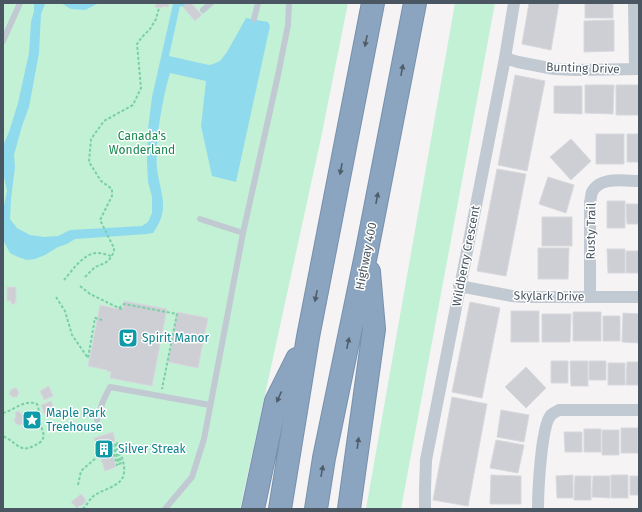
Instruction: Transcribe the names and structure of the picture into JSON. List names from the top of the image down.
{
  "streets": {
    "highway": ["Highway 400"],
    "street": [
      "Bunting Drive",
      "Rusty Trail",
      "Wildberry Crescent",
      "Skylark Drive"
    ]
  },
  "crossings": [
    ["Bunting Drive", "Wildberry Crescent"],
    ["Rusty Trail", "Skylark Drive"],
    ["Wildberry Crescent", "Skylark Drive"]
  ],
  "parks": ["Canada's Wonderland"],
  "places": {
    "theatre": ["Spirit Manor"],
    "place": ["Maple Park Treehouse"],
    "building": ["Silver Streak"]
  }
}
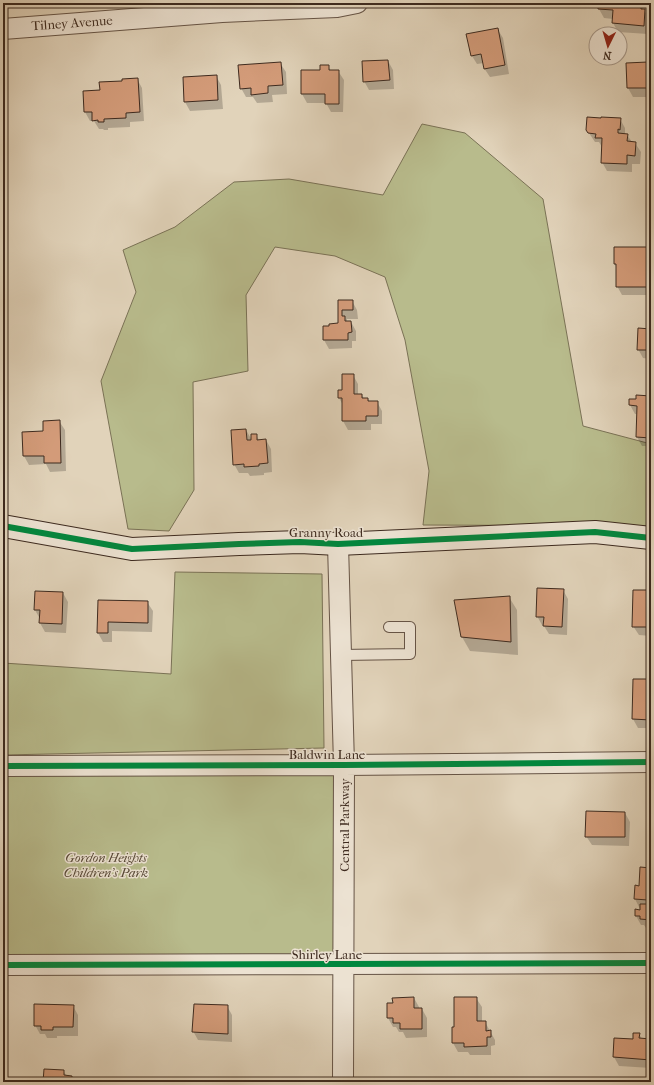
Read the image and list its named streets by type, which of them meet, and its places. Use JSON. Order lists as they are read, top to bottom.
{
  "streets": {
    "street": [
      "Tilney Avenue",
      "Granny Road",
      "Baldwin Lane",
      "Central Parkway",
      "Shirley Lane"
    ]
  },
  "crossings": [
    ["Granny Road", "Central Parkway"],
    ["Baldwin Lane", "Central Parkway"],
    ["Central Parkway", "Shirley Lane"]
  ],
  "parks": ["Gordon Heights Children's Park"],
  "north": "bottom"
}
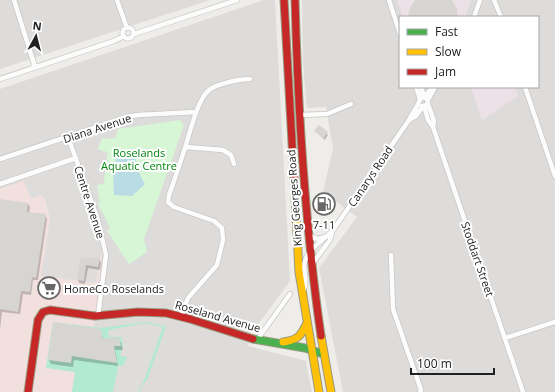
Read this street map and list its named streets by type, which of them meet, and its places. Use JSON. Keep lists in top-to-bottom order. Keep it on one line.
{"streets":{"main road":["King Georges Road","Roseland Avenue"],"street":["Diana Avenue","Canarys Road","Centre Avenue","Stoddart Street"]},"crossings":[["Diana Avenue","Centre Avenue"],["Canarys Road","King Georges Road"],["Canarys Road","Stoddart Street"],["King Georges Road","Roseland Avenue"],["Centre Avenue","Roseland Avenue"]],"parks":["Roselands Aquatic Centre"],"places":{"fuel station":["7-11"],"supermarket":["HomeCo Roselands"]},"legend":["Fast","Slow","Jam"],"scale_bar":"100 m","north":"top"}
■ ■ ■
--- WORK ORDER ---
Make an exact copy of the records shown above, without the pictures.

--- RESPONSE TO THIS TASK ---
Instruction: Transcribe the names and structure of the picture into JSON. List names from the top of the image down.
{
  "streets": {
    "highway": ["Highway 400"],
    "street": [
      "Bunting Drive",
      "Rusty Trail",
      "Wildberry Crescent",
      "Skylark Drive"
    ]
  },
  "crossings": [
    ["Bunting Drive", "Wildberry Crescent"],
    ["Rusty Trail", "Skylark Drive"],
    ["Wildberry Crescent", "Skylark Drive"]
  ],
  "parks": ["Canada's Wonderland"],
  "places": {
    "theatre": ["Spirit Manor"],
    "place": ["Maple Park Treehouse"],
    "building": ["Silver Streak"]
  }
}
Read the image and list its named streets by type, which of them meet, and its places. Use JSON. Order lists as they are read, top to bottom.
{
  "streets": {
    "street": [
      "Tilney Avenue",
      "Granny Road",
      "Baldwin Lane",
      "Central Parkway",
      "Shirley Lane"
    ]
  },
  "crossings": [
    ["Granny Road", "Central Parkway"],
    ["Baldwin Lane", "Central Parkway"],
    ["Central Parkway", "Shirley Lane"]
  ],
  "parks": ["Gordon Heights Children's Park"],
  "north": "bottom"
}
Read this street map and list its named streets by type, which of them meet, and its places. Use JSON. Keep lists in top-to-bottom order. Keep it on one line.
{"streets":{"main road":["King Georges Road","Roseland Avenue"],"street":["Diana Avenue","Canarys Road","Centre Avenue","Stoddart Street"]},"crossings":[["Diana Avenue","Centre Avenue"],["Canarys Road","King Georges Road"],["Canarys Road","Stoddart Street"],["King Georges Road","Roseland Avenue"],["Centre Avenue","Roseland Avenue"]],"parks":["Roselands Aquatic Centre"],"places":{"fuel station":["7-11"],"supermarket":["HomeCo Roselands"]},"legend":["Fast","Slow","Jam"],"scale_bar":"100 m","north":"top"}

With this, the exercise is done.